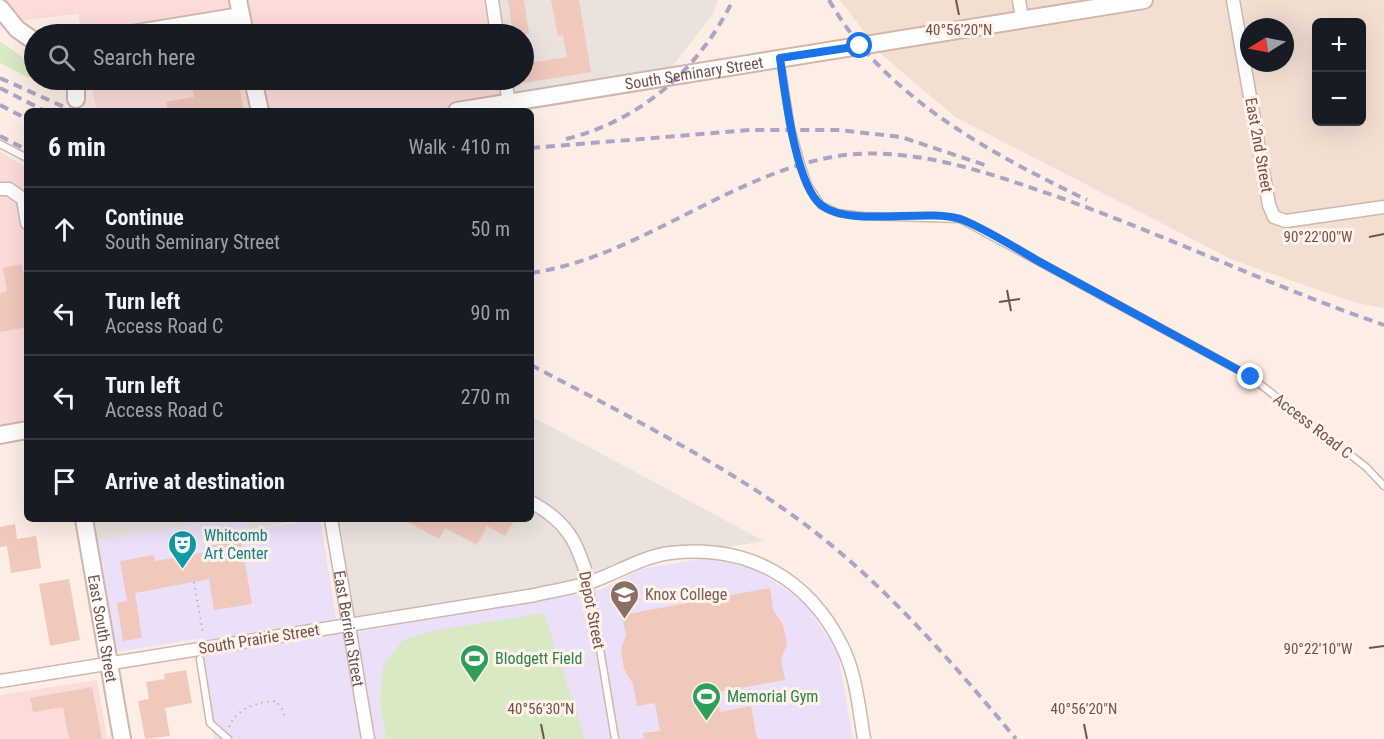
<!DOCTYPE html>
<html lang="en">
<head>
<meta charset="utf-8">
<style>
	:root { --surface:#171b24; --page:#20242c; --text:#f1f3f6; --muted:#9ea1a6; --line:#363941 }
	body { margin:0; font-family:"Roboto Condensed",sans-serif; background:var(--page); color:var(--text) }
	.controls { position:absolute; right:18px; top:18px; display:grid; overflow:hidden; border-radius:9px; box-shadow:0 6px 24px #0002 }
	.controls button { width:54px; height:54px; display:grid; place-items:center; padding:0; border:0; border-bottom:2px solid var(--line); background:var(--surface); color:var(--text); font:30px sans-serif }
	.compass { position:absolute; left:1240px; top:18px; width:54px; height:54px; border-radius:50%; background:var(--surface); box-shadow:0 6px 24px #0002; rotate:260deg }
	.stop { position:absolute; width:18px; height:18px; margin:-14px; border:4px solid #1a73e8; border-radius:50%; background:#fff }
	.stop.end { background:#1a73e8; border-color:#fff; box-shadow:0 2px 6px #0008 }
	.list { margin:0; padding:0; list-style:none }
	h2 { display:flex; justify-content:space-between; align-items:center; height:78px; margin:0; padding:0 24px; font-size:26px }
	h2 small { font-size:20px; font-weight:400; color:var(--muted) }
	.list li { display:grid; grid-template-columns:39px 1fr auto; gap:18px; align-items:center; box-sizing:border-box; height:84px; padding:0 24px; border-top:2px solid var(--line) }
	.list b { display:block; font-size:22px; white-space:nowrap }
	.list p { margin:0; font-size:20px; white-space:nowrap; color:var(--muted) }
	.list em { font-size:20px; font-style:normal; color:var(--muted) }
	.icon { flex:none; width:33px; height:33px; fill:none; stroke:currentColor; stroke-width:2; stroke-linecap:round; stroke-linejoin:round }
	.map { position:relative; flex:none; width:1384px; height:739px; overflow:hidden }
	.search { position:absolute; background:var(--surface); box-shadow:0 6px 24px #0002; left:24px; top:24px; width:510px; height:66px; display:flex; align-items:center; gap:15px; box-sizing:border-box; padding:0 21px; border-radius:33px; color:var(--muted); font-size:22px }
	.panel { position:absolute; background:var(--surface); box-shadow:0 6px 24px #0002; left:24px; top:108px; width:510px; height:414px; border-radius:9px }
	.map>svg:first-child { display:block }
</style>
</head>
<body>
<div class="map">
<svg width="1384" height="739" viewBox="0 0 1384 739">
	<rect width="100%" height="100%" fill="#fceee4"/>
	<!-- residential -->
	<path fill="#f3dfd2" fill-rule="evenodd" d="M840,0H1384V308L1356,303L1233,260L955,117L880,53ZM1316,22H1362V122H1316ZM1249,27H1285V63H1249Z"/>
	<!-- commercial -->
	<g fill="#fcdcd8">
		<polygon points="5,0 492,0 497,34 82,34 78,14 19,21"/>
		<polygon points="90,80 505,80 510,111 102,111 96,109"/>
		<polygon points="0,152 27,168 27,430 0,435"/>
		<polygon points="97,680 107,739 0,739 0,695"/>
	</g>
	<!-- industrial -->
	<g fill="#ebe2de">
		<polygon points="492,0 718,0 713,14 663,78 645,91 523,111 510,111 505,80 524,80 524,34 497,34"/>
		<polygon points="531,416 764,541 703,551 668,553 589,583 349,624 331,519 531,519"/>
		<polygon points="92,519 231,519 96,541"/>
		<polygon points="245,519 303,519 247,530"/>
	</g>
	<!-- education -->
	<polygon fill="#ebe0f8" points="231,519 245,519 247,530 320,519 339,635 600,590 641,569 706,558 755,569 804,602 838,653 853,739 214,739 198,639 116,652 96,541"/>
	<!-- green -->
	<g fill="#d8e9c3">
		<path d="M0,42C15,52 34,60 34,80H43L51,89L0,63Z"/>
		<polygon points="544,613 585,739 386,739 380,702 383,665 403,640 437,630"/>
	</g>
	<!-- building -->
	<g fill="#f0c8bc">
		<polygon points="508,0 524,0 529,34 513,34"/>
		<polygon points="551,0 579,0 591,72 524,83 524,64 567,57 563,35 558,36"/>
		<polygon points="191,80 238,80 244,111 168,111 166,102 194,97"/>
		<polygon points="22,264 27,294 27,327 0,332 0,293 7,291 3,268"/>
		<polygon points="402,519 515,519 505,536 487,526 477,545 445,528 439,539"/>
		<polygon points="15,524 17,539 36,536 41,568 11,573 7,546 0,547 0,527"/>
		<polygon points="241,540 252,604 214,610 209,579 135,593 142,638 123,641 117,603 127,601 120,561 154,555 155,561 205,552 204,547"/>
		<polygon points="69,579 80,640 50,646 39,584"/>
		<polygon points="770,588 773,610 783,625 787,644 781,659 785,680 717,692 720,712 751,706 757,739 644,739 643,733 660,731 655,703 637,706 633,684 624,669 621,648 626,635 622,615"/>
		<polygon points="186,670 192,703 165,708 170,736 145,739 138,701 149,699 146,682 165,679 164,674"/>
		<polygon points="92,687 102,739 69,739 63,707 33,712 30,698"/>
	</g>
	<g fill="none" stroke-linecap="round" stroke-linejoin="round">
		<defs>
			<g id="lane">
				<polyline points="780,59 791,128 801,164 808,185 821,205 838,213 863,216 960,219 1251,377 1366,467 1384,486"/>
				<polyline points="0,144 27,158"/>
				<polyline points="589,583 615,739"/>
				<polyline points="200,659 210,723 228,739"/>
			</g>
			<g id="street">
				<polyline points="492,0 497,34"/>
				<polyline points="1019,0 1022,19"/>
				<polyline points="1233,0 1269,205 1274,217 1286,221 1384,207"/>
				<polyline points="505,80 509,102"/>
				<polyline points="0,189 9,189 23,199 27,223"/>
				<path d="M531,502C568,522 578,543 589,583"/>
				<path id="s1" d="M331,519L368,739"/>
				<path d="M0,681L535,595C553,591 571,588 588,583C616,574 640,557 670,553C746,544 808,577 842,646C856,674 859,708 864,739"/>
			</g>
			<g id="secondary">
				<polyline points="238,0 245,34"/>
				<polyline points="0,8 17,29 34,41"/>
				<polyline points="131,34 241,16"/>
				<polyline points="76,80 76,99"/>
				<polyline points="253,80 260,111"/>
				<path id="s2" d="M457,111L1144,0"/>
				<polyline points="0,435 27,430"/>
				<path id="s3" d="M84,519L122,739"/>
			</g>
		</defs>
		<!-- lane casing -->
		<use href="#lane" stroke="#cfb7ad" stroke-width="9"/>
		<!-- street casing -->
		<use href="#street" stroke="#cfb7ad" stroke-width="15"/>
		<!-- secondary casing -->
		<use href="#secondary" stroke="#d2b5ab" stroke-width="20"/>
		<!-- path -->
		<g stroke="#d5ab9f" stroke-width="2" stroke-dasharray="1.5 4.5" stroke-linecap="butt">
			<polyline points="194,582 203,633"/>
			<path d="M229,727C237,708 256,702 276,701L282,709L285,718"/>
		</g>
		<!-- lane -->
		<use href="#lane" stroke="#fff" stroke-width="6"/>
		<!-- street -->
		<use href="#street" stroke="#fff" stroke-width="12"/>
		<!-- secondary -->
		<use href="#secondary" stroke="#fff" stroke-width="16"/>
		<!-- rail -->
		<g stroke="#afa3c5" stroke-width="4" stroke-dasharray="9 6" stroke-linecap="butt">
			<path d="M829,0C884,97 990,153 1087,200"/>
			<polyline points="0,78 73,111"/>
			<polyline points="0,88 45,111"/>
			<polyline points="0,105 27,119"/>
			<polyline points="0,136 27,150"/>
			<path d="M566,139C642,120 699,69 733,0"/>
			<polyline points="531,148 750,130 838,130 901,137 985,165"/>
			<path d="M531,273C638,257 721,180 827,158C904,142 986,172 1058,197C1168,236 1273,287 1384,325"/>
			<path d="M531,365C618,411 707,455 788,512C876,574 948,657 1016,739"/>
		</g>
	</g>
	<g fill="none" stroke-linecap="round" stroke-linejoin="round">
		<!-- route -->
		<path stroke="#1a73e8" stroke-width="8" d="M860,46L780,58C785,92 795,184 821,205C850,228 926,208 960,219C981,226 1019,250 1040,262C1111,300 1181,339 1251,377"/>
	</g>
	<!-- ticks -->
	<path fill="none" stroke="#73524a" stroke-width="2" d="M956,0L959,15M1369,237L1384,234M1007,290L1011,311M999,302L1020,299M1369,648L1384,646M541,724L544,739M1084,724L1087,739"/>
	<!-- icons -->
	<defs>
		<symbol id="theatre-pin" viewBox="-11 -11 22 30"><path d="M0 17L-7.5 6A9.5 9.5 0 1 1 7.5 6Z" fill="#0f9aa8" stroke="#fff3ea"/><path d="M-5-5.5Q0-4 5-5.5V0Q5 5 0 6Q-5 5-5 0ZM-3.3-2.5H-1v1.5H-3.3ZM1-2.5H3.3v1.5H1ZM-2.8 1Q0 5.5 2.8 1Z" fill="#fff"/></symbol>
		<symbol id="university-pin" viewBox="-11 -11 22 30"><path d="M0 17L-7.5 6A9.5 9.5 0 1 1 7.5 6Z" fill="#8d6e63" stroke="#fff3ea"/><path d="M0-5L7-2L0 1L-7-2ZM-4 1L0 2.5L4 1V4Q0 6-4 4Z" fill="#fff"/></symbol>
		<symbol id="stadium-pin" viewBox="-11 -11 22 30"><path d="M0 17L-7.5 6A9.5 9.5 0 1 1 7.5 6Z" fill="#2e9e5b" stroke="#fff3ea"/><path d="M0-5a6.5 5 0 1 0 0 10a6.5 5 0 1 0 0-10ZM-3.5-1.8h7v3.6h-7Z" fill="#fff"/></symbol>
	</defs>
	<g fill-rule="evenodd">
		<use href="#theatre-pin" x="166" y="528" width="33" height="45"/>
		<use href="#university-pin" x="608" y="578" width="33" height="45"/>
		<use href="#stadium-pin" x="458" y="642" width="33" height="45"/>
		<use href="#stadium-pin" x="690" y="680" width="33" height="45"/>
	</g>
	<g text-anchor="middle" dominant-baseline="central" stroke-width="6" stroke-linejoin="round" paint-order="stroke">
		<!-- street labels -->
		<g font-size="16" fill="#73524a" stroke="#fff3ea">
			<text stroke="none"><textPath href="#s2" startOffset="240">South Seminary Street</textPath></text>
			<text transform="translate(1259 145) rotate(80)">East 2nd Street</text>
			<text transform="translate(1313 426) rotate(38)">Access Road C</text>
			<text transform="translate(592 610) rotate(79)">Depot Street</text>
			<text stroke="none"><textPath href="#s3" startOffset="111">East South Street</textPath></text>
			<text stroke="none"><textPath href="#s1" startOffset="111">East Berrien Street</textPath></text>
			<text transform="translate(259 639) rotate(-9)">South Prairie Street</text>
		</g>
		<!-- culture labels -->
		<g font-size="16" fill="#0d838f" stroke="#fff3ea" text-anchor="start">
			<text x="204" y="535">Whitcomb<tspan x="204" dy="18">Art Center</tspan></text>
		</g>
		<!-- education labels -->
		<g font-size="16" fill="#785e54" stroke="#fff3ea" text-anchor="start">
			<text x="645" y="594">Knox College</text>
		</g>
		<!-- leisure labels -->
		<g font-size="16" fill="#27864d" stroke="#fff3ea" text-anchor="start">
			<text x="495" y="658">Blodgett Field</text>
			<text x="727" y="696">Memorial Gym</text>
		</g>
	</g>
	<g font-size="15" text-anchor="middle" fill="#73524a" stroke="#fff3ea" stroke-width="6" stroke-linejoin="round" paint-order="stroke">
		<text x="959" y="35">40°56'20"N</text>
		<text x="1318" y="242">90°22'00"W</text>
		<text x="1318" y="654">90°22'10"W</text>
		<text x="541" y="714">40°56'30"N</text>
		<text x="1084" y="714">40°56'20"N</text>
	</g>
</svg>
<div class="controls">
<button>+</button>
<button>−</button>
</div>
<svg class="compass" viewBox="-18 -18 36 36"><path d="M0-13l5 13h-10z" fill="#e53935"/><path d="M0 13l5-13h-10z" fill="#9ea1a6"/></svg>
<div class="stop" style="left:860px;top:46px"></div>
<div class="stop end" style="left:1251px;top:377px"></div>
<div class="search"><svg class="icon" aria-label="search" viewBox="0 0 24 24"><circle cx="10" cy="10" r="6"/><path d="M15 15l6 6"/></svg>Search here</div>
<section class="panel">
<h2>6 min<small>Walk · 410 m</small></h2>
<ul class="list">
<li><svg class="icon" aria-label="ahead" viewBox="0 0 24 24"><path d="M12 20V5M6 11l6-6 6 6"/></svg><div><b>Continue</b><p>South Seminary Street</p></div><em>50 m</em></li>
<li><svg class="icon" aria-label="left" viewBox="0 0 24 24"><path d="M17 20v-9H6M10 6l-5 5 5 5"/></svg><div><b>Turn left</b><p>Access Road C</p></div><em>90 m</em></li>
<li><svg class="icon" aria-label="left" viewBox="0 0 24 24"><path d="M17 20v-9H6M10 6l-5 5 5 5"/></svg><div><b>Turn left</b><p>Access Road C</p></div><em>270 m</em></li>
<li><svg class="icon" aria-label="arrive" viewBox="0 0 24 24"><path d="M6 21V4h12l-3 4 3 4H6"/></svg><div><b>Arrive at destination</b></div></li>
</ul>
</section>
</div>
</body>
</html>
^^^^^^^^
§ **TASK GOAL**:
From the listing above, return every line that contains the word "body".

§ **EXERCISE RESULT**:
	body { margin:0; font-family:"Roboto Condensed",sans-serif; background:var(--page); color:var(--text) }
<body>
</body>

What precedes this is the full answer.